|
Geçen akşam eve gidiyorum, kafamın içinde bir ses ‘yükselen değerler’ dedi.
Sonra da içinde yaşadığımız devrin değerlerini düşünmeye başladım.
Rant, para, paranın getirdiği güç, bu gücün getirdiği ego, egonun ezdiği
değerler... İşte yükselen değerler bunlar ve maalesef hepsi de dini alet ederek
binbir kılıfla ortaya çıkarılıyor. Facebook’ta gidilen yerleri ve yenilen
yemekleri paylaşmak da yükselen değerlerden. İnsanlar kendilerini bir yerlere
koymaya, paralarıyla kendilerini göstermeye çalışırken insani değerlerin ne
kadar ezildiğinin farkında değiller.
Ben bir anneyim, bir tanecik kızım var, bebekliğinden beri onu en doğru şekilde
yetiştirmeye çalışıyorum. Ona insani değerleri öğretmeye çalıştım şimdiye kadar.
Bunların içinde çöpü çöp tenekesine atmaktan başkasının haklarını yememeye kadar
bir sürü ayrıntı var.
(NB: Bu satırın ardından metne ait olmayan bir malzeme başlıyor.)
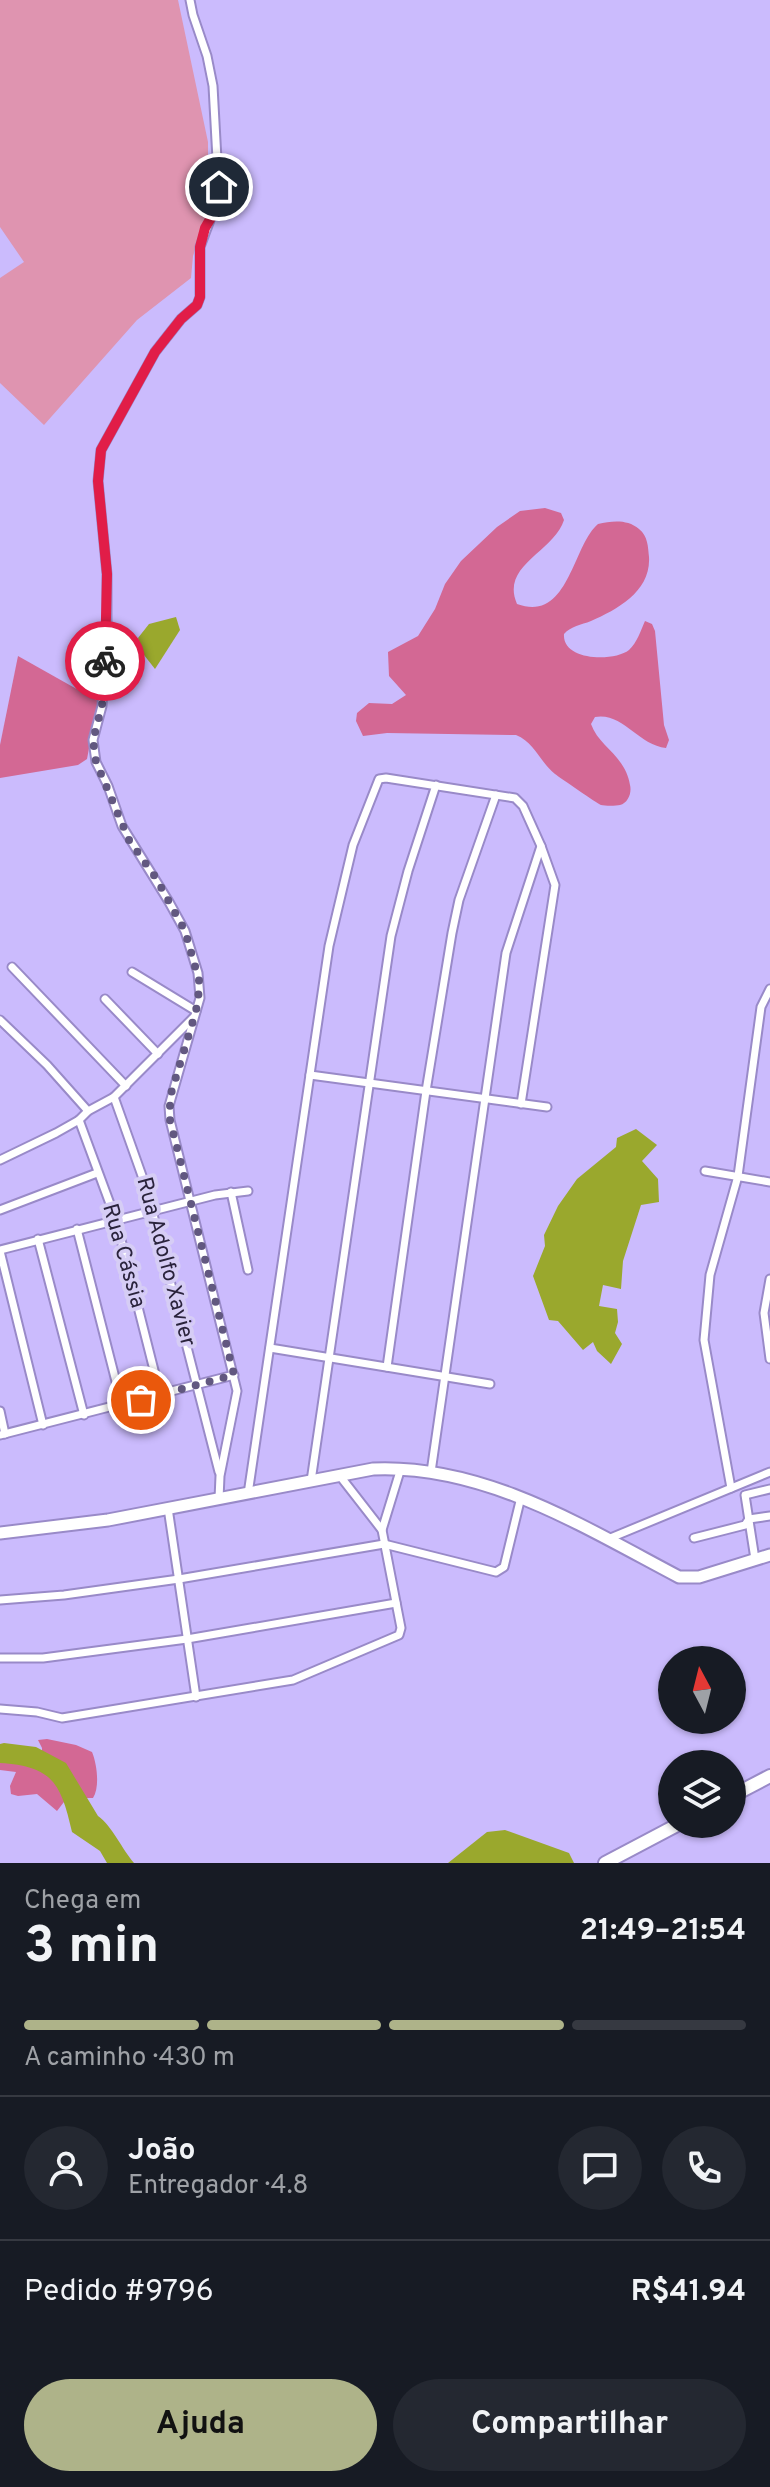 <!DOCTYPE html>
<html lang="pt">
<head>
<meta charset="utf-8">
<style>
  :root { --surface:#171b24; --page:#242831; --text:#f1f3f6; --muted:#9ea1a6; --line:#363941; --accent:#aeb389 }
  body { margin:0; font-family:Overpass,sans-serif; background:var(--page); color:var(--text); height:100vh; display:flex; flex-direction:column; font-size:30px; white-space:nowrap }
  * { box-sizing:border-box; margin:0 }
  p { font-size:26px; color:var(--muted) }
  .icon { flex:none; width:44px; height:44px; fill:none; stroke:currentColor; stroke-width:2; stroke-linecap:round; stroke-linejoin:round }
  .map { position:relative; height:1863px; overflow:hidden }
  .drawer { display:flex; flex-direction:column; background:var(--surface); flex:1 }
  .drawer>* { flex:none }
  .needle { width:52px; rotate:353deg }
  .controls { position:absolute; left:658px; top:1646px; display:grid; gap:16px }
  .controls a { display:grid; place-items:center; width:88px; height:88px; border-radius:50%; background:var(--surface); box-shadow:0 2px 6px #0004; font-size:40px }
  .pin { position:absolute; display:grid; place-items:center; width:68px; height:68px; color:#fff; margin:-34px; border:4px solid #fff; border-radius:50%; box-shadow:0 2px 8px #0007 }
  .courier { position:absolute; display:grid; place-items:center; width:80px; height:80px; margin:-40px; border:6px solid #e11d48; border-radius:50%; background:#fff; color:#222; box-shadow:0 2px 10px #0007 }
  .head em { font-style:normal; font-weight:700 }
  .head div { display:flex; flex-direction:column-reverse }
  .head { display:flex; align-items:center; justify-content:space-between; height:136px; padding:0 24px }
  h1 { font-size:52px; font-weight:700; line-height:60px }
  .bar { display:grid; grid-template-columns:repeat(4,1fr); gap:12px 8px; align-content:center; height:96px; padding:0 24px }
  .bar i { height:10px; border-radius:6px; background:var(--line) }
  .bar .on { background:var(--accent) }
  .bar p { grid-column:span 4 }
  .line { display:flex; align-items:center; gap:20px; padding:0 24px; border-top:2px solid var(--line) }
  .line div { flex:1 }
  .round { display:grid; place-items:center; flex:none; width:84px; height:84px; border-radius:42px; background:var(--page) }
  .action { display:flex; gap:16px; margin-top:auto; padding:16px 24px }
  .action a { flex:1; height:92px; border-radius:48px; background:var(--accent); color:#111; font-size:32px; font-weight:700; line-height:92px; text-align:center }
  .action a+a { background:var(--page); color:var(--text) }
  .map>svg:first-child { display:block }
  .green { fill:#df94b0 }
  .forest { fill:#d36894 }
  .water { fill:#9aa82d }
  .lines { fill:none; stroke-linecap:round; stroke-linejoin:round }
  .street-casing { stroke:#998ac8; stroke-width:11 }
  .secondary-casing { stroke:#998ac8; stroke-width:15 }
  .primary-casing { stroke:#998ac8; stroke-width:16 }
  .street { stroke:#fff; stroke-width:7 }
  .secondary { stroke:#fff; stroke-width:11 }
  .primary { stroke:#fff; stroke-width:12 }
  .done { stroke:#625880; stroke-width:8; stroke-dasharray:0 14.4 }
  .route { stroke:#e11d48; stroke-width:10 }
  .labels { text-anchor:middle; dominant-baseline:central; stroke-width:8; stroke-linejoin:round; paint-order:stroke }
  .street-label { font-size:22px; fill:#2a233c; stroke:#d6cdf5 }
</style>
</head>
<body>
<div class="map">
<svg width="770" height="1863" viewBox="0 0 770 1863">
  <rect width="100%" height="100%" fill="#cbbbfd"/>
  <!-- green -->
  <path class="green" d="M0,0H178L208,142V211L193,256L191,278L137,320L44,425L0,383V278L24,262L0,227Z"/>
  <!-- forest -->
  <g class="forest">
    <path d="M545,508L561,513L564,520C554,552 500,565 517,604C569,623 572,546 598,524C612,521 627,519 639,529C648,536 648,547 649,557C651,591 618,609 591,621C581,625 571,626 564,634C562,661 614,662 629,650C637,643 641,630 645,621L652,624L655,631L664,725L669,740L666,748C638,745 623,712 595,717L591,724C599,747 625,755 630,785C632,793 628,803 620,805C616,806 605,806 601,805C598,804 559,777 555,774C540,762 534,742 516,735L387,733L363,736L356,721L357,713L369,703L392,704L406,695L389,676L388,652L418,636L435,609L445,584L461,561L497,527L520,511Z"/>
    <path d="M18,656L98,701L87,759L78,765L0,778V745Z"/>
    <path d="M47,1739L76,1745L92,1752C97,1764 100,1787 93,1798H67L57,1811L37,1794L18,1796L11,1794L10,1786L16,1772L0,1770V1755L42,1756V1748L38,1740Z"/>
  </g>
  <!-- water -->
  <g class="water">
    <path d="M176,617L180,630L155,669L144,655L138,638L149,624Z"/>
    <path d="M636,1129L657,1145L642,1161L658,1179L659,1202L641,1205L623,1261L621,1289L603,1285L599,1306L617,1309L618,1322L615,1333L622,1344L611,1364L597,1351L593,1342L583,1350L558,1321L549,1320L533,1276L545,1246L544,1235L558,1206L577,1179L616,1147L617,1138Z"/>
    <path d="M4,1743L36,1747L66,1763L98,1816C112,1826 122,1849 134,1863H107L100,1851L72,1832C61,1784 53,1766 0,1763V1744Z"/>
    <path d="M505,1830L569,1853L574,1863H448L487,1832Z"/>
  </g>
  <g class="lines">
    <defs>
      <g id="street">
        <path d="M190,0L193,15L207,56L213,86L219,196L200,247V297L197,305L181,319L155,352L101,450L98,481L107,574V623L102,706L93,740L96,762L108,786L122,826L169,902L185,931L198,973L200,998L169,1106L170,1120L237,1391L220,1476L219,1499"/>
        <path d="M12,967L126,1086"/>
        <path d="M132,972L196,1011"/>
        <path d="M105,999L158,1054"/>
        <path d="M0,1020L47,1065L88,1111"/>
        <path d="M310,1075L547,1107"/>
        <path d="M114,1097L146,1187L219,1472"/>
        <path d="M79,1120L116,1220L160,1394"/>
        <path d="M0,1160L56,1133L79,1120L88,1111L114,1097L193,1018"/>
        <path d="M705,1171L770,1182"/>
        <path d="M231,1192L248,1270"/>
        <path d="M0,1210L97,1173"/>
        <path d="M77,1229L122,1405"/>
        <path d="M38,1239L84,1415"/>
        <path d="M0,1250L215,1195L248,1191"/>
        <path d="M0,1251L43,1425"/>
        <path d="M770,1279L764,1313L770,1359"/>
        <path d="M270,1348L490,1384"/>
        <path d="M387,1367L426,1091L452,933L459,900L496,795"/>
        <path d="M0,1411L5,1434"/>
        <path d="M0,1435L234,1375"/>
        <path d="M431,1472L506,953L541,846"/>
        <path d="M311,1481L391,936L408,871L436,785"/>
        <path d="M731,1488L704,1340L710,1275L738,1176L761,1007L770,989"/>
        <path d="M248,1494L329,946L353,845L379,779L386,778L515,798L523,806L541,846L555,885L521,1104"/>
        <path d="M168,1508L196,1697"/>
        <path d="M382,1530L401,1468"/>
        <path d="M694,1538L745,1525L749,1519L770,1516"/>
        <path d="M608,1539L770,1472"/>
        <path d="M755,1559L745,1495L770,1489"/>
        <path d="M0,1600L64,1595L179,1579L384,1544L496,1572L504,1567L521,1497"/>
        <path d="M0,1658H43L187,1639L396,1603"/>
        <path d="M0,1709L37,1712L62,1718L293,1680L399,1635L401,1628L382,1530L340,1476"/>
      </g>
      <path id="secondary" d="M0,1533L108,1520L373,1469C484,1464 584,1527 679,1577H699L770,1555"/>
      <g id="primary">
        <path d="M732,1796L770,1776"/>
        <path d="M605,1863L679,1824"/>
      </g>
    </defs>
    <!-- street casing -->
    <use href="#street" class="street-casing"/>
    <!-- secondary casing -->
    <use href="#secondary" class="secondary-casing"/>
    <!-- primary casing -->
    <use href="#primary" class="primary-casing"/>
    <!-- street -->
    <use href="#street" class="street"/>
    <!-- secondary -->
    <use href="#secondary" class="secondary"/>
    <!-- primary -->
    <use href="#primary" class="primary"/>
  </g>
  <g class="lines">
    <!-- done -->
    <path class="done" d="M105,661L102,706L93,740L96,762L129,840L156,878L185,931L200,984L196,1011L170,1097V1120L234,1375L141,1400"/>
    <!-- route -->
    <path class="route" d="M105,661L107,574L98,481L101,450L155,352L181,319L197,305L200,297V247L205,228L216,209L219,187"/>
  </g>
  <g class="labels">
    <!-- street labels -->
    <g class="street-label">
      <text transform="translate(123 1256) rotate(74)">Rua Cássia</text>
      <text transform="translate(165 1262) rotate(75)">Rua Adolfo Xavier</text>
    </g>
  </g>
</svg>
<div class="controls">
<a><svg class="needle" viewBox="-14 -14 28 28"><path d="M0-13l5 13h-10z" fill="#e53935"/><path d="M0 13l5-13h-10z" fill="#9ea1a6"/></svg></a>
<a><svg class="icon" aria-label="layers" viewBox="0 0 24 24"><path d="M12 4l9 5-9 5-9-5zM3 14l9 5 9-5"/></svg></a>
</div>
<div class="pin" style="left:141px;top:1400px;background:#ea580c"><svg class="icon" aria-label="bag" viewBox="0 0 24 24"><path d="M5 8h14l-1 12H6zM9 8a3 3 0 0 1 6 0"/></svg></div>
<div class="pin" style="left:219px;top:187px;background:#1f2937"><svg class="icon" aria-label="home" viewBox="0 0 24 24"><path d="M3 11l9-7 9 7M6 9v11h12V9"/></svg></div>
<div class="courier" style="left:105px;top:661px"><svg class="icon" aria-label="bike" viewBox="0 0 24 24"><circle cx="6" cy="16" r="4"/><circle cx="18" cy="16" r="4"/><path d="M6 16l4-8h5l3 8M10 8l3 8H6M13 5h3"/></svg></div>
</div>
<section class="drawer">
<div class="head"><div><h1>3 min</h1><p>Chega em</p></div><em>21:49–21:54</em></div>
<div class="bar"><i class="on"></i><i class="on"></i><i class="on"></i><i></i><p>A caminho · 430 m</p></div>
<div class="line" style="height:144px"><a class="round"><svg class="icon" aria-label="person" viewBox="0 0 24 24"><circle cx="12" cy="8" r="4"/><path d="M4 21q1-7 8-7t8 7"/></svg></a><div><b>João</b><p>Entregador · 4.8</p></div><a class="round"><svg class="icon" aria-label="chat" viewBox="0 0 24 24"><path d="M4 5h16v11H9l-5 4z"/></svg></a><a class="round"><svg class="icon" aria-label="phone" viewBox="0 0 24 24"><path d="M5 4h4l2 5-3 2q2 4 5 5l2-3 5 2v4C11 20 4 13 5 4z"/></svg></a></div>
<div class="line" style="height:104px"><div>Pedido #9796</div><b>R$41.94</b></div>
<div class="action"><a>Ajuda</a><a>Compartilhar</a></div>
</section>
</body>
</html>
Yani kısaca kızımı yükselen değerlere göre değil,
hepimizin ihtiyacı olan doğrulara göre yetiştirmeye çalışıyorum.
Tam ben bunları düşündüm,
Çarşı’nın
Gezi ile
ilgili davası görülmeye başlandı. Çok fazla takip edemedim, sosyal medyadan
önüme gelenlerle yetindim sadece. Çarşı üyelerinden Cem Yakışkan’ın basın
bildirisi kafamın içindeki sese cevap verdi tam anlamıyla. İşte yükselen
değerlere göre değil, ruhuna göre yaşayan bir adamın konuşması bu, işte benim
kızımı yetiştirmek istediğim gibi büyümüş bir adam, yaptığının arkasında,
hayatının sorumluluğunu taşıyan, kurban bilincinden çıkmış, kendi ve
başkalarının hayatı için doğrunun peşinden giden bir adamın yazdıkları.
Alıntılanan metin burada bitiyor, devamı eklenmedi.